▶ _Work instruction_: Copy out each line below that has the word "lists" in it.
··· Data for this exercise ···
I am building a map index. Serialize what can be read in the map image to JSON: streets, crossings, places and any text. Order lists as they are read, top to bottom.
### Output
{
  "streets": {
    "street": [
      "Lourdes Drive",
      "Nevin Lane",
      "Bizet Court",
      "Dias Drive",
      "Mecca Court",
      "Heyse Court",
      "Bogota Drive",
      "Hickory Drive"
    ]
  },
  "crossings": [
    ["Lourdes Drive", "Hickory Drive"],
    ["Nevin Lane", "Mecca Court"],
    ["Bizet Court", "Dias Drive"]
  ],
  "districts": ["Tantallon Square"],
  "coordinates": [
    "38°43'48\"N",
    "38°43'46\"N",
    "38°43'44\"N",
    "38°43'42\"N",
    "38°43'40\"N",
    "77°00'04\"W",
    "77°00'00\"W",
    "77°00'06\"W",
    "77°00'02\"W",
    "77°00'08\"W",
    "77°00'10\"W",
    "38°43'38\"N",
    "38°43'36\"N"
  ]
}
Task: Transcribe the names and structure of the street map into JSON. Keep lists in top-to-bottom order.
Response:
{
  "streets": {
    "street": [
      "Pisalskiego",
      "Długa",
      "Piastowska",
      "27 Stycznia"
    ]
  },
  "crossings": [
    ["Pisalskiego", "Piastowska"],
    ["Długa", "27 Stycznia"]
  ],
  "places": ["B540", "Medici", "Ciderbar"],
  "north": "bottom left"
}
···
▶ _Task answer_:
I am building a map index. Serialize what can be read in the map image to JSON: streets, crossings, places and any text. Order lists as they are read, top to bottom.
Task: Transcribe the names and structure of the street map into JSON. Keep lists in top-to-bottom order.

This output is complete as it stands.